*** Source material ***
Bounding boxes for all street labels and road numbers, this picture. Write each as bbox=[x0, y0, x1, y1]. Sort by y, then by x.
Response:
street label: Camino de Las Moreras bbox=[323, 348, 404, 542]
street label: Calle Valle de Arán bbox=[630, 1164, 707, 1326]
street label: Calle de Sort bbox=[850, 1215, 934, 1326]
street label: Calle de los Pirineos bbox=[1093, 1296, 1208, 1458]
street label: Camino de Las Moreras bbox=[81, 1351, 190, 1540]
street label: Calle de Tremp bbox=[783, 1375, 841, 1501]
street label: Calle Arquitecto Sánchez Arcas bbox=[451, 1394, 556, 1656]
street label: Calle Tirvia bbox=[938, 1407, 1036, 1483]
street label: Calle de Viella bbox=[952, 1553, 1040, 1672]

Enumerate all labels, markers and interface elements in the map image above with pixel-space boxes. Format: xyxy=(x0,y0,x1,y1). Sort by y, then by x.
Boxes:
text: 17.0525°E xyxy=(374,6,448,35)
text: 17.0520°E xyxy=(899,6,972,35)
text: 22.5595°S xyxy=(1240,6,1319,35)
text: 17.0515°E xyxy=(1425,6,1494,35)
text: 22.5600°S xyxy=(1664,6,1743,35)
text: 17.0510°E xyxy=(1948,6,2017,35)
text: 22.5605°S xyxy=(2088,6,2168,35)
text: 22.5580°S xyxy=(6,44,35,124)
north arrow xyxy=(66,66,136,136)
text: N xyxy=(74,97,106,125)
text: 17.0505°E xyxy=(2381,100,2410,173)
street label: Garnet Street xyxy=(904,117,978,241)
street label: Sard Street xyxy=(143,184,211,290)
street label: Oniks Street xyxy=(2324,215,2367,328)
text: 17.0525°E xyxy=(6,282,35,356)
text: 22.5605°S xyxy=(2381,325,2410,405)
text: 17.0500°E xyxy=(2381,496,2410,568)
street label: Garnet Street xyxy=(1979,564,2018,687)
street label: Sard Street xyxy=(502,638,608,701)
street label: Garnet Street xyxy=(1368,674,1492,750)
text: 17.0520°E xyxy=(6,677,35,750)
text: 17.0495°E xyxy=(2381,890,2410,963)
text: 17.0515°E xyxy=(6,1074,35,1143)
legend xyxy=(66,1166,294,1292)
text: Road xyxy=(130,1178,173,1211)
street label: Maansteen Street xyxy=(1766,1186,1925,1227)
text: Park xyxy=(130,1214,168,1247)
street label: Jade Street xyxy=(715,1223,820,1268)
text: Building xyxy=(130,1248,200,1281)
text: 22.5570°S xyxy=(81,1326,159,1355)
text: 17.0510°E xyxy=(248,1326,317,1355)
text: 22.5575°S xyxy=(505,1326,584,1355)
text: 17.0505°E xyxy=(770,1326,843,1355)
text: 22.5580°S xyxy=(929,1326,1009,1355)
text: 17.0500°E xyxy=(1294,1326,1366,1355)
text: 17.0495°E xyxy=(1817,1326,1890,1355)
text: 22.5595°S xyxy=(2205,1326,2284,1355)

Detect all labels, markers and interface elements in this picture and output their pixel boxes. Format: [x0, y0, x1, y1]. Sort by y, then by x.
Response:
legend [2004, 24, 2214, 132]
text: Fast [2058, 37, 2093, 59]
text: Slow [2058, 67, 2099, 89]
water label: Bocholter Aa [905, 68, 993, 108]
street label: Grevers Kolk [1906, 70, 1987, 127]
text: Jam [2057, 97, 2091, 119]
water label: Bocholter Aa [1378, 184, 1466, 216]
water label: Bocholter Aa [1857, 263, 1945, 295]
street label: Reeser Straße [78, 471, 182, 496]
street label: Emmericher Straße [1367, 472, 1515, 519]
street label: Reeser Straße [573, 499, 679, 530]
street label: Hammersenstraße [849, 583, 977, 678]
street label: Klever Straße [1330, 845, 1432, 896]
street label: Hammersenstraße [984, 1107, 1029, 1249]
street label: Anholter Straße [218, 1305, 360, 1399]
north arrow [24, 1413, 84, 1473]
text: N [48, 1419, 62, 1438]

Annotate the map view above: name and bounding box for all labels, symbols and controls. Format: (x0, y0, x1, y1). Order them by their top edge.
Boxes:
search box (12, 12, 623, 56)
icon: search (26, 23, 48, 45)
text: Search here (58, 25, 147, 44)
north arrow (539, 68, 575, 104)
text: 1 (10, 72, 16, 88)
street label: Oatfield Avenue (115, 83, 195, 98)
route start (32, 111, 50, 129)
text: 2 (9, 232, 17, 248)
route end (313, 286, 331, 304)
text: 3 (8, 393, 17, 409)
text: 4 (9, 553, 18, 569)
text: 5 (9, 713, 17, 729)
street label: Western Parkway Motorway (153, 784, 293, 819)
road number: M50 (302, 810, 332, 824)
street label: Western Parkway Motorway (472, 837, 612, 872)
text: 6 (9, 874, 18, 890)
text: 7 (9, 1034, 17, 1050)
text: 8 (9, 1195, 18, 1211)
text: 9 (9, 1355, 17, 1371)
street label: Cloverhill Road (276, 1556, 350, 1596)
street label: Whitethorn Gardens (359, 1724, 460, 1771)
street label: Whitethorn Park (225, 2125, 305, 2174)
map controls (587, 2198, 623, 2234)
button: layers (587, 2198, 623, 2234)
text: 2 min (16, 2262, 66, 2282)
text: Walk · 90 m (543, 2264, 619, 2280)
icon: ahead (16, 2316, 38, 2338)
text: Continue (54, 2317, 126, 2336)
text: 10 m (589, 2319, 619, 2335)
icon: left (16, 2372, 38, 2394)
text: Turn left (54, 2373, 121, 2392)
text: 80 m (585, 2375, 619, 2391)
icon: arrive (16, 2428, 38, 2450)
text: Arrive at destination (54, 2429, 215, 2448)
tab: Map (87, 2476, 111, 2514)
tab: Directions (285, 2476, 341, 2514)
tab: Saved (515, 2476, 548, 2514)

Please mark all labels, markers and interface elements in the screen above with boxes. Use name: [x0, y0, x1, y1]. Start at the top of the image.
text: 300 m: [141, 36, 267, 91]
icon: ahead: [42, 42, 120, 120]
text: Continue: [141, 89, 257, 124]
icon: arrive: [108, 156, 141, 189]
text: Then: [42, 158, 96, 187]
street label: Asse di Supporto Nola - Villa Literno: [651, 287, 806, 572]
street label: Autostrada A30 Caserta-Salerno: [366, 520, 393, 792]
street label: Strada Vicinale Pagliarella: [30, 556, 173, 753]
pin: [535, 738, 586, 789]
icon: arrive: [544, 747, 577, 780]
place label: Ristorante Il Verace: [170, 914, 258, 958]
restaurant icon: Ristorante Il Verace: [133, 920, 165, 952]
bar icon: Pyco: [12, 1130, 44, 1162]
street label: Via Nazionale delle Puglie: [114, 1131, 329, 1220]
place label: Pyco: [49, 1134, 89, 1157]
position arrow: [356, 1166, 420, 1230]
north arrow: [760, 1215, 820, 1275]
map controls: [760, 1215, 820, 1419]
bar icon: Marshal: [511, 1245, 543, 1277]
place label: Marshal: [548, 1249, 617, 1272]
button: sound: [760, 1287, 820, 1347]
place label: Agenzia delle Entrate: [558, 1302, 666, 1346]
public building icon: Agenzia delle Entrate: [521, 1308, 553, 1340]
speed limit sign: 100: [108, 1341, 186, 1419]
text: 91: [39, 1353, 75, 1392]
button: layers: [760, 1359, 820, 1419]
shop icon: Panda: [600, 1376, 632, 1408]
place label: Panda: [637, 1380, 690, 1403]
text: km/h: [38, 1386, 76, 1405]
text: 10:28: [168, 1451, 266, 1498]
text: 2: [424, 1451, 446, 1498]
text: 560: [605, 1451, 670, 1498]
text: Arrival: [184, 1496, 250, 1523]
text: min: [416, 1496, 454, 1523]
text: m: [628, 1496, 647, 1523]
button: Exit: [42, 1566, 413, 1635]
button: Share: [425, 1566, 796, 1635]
*** End of Source material ***
Wherever the word "Sort" appears in the data, return the whole line.

Exercise answer ::
Bounding boxes for all street labels and road numbers, this picture. Write each as bbox=[x0, y0, x1, y1]. Sort by y, then by x.
street label: Calle de Sort bbox=[850, 1215, 934, 1326]
Enumerate all labels, markers and interface elements in the map image above with pixel-space boxes. Format: xyxy=(x0,y0,x1,y1). Sort by y, then by x.
Detect all labels, markers and interface elements in this picture and output their pixel boxes. Format: [x0, y0, x1, y1]. Sort by y, then by x.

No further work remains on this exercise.